We took a table in the back room, far from the guy running the place, where the rules were that we could be unmasked while eating and drinking. I don't normally eat anything containing sweet potatoes, but the sweet potato spinach pie I ate was pretty good and reminded me of a samosa. I also drank an oat milk cappuccino and ate a vegan croissant. When Sarah and Ellen arrived, Ellen kept her mask on between sips of her coffee and bites of her food, exhibiting the zeal of someone who has yet to actually get covid. She asked me how I was liking my "new" job (the one I've had for four years, ignoring the reassignment of a year ago), and I explained what I liked about it (particularly the working from home part). As for her, she works mostly remotely doing some kind of science education thing for the US government.
The four of us weren't together long at Blackbird, and, unusual for Sarah the Vegan, there wasn't a long lingering goodbye in the parking lot outside.
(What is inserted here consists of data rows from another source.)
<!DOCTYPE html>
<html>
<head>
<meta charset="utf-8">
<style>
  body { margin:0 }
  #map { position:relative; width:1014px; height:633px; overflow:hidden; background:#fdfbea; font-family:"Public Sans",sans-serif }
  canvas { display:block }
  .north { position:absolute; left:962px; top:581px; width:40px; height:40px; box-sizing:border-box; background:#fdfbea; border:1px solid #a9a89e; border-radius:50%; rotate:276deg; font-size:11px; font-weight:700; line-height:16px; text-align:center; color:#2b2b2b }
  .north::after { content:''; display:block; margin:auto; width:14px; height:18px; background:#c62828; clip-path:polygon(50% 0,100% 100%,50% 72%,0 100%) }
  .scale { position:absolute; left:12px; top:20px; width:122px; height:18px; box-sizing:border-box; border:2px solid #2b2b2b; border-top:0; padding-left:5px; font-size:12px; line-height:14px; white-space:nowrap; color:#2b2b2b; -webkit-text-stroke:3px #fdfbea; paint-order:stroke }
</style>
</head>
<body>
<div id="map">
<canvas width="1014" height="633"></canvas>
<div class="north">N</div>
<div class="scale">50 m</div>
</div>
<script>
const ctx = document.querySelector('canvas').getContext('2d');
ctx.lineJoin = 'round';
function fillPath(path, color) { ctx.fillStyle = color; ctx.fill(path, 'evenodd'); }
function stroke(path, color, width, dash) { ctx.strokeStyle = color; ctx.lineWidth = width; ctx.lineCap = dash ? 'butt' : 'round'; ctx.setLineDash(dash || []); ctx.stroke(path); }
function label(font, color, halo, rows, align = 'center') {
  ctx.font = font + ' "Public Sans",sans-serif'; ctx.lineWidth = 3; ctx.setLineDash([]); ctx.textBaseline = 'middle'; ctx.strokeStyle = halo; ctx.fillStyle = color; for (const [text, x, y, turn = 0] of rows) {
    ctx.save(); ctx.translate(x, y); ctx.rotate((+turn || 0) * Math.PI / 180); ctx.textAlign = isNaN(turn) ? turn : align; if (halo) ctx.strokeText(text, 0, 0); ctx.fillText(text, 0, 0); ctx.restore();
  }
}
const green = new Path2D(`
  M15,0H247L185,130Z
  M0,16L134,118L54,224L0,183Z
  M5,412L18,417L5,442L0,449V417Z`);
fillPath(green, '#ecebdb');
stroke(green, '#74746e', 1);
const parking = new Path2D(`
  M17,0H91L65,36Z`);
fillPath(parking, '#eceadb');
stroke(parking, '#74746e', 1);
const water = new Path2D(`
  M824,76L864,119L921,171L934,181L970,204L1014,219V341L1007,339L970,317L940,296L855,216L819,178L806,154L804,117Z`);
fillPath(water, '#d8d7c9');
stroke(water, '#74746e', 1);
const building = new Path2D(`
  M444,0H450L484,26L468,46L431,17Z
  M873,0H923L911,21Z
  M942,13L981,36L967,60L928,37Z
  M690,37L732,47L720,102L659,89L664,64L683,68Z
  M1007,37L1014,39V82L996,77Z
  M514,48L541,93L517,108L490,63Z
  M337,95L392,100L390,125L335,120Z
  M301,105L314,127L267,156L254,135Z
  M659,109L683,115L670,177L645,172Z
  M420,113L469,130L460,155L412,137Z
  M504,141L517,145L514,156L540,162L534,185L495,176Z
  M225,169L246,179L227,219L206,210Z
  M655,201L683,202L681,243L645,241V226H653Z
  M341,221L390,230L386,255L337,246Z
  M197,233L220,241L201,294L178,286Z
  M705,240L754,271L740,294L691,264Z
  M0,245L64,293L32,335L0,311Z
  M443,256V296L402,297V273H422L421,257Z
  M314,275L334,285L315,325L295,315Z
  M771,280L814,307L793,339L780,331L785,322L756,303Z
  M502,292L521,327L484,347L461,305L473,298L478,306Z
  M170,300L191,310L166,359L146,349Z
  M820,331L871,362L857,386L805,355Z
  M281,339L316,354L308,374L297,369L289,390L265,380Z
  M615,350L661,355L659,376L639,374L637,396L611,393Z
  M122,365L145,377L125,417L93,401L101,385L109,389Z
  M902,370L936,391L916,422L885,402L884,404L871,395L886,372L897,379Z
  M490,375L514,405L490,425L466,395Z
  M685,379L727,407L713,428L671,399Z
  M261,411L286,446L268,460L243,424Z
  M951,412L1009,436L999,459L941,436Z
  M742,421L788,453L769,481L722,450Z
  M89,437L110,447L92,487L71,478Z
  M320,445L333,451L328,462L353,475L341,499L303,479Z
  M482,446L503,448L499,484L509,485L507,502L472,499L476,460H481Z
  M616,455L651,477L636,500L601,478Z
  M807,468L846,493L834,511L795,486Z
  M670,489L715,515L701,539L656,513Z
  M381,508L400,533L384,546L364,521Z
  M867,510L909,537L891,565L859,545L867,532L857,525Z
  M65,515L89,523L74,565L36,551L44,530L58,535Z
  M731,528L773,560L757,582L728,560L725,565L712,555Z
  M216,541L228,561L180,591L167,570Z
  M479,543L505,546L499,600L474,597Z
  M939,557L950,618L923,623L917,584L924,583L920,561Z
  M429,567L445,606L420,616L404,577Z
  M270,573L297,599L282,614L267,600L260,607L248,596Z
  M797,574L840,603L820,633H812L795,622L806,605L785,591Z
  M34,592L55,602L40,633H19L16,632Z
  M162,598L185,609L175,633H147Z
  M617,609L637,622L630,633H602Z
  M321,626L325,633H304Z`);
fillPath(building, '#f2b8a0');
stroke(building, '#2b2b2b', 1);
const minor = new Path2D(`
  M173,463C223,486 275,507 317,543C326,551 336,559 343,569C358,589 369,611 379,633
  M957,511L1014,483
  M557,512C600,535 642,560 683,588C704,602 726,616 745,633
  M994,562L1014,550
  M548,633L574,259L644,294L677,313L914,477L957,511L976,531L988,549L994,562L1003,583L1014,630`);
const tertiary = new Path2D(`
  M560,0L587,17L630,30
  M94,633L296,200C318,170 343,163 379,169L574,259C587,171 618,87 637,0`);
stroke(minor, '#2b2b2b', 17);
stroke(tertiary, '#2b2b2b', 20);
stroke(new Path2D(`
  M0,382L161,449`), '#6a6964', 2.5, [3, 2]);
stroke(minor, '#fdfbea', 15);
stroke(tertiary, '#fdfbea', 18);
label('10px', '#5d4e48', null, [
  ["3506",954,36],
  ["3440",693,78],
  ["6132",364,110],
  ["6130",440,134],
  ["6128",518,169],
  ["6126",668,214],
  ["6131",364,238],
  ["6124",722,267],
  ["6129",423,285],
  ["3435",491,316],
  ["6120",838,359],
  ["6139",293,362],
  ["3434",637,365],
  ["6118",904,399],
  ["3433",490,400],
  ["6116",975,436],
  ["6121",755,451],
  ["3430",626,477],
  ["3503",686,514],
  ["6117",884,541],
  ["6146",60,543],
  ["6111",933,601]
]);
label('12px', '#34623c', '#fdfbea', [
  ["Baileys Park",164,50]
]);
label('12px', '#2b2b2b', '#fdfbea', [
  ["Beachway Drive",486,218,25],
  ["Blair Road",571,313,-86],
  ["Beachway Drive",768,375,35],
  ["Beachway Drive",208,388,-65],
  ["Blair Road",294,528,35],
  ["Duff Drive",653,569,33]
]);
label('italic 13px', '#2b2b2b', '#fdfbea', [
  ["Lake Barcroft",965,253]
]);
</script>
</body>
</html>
Back on Hurley Mountain, we could feel the winds picking up and the temperatures beginning to plummet with the arrival of a vast frigid air mass from Siberia (thanks, Putin!). Using a little shelf I'd made as a step, I was able to unload the Ryobi generator all by myself and get it into the garage, which I'd opened up this morning to gather some of the unseasonably warm air that was about to be wedged high into the troposphere.
Given the predictions of the storms that cold air mass was predicted to cause, Gretchen decided we should prepare for a power outage. This meant charging up all the battery-containing equipment we would want to be using and filling up containers with water. I also turned on the heat in the laboratory so we'd start any power outage with a fully-warmed house. I said that I thought there was 60% chance we would lose power.
But we never did. We ate leftover Thai food and watched that last episode of the third season of Barry and then I went to be fairly early.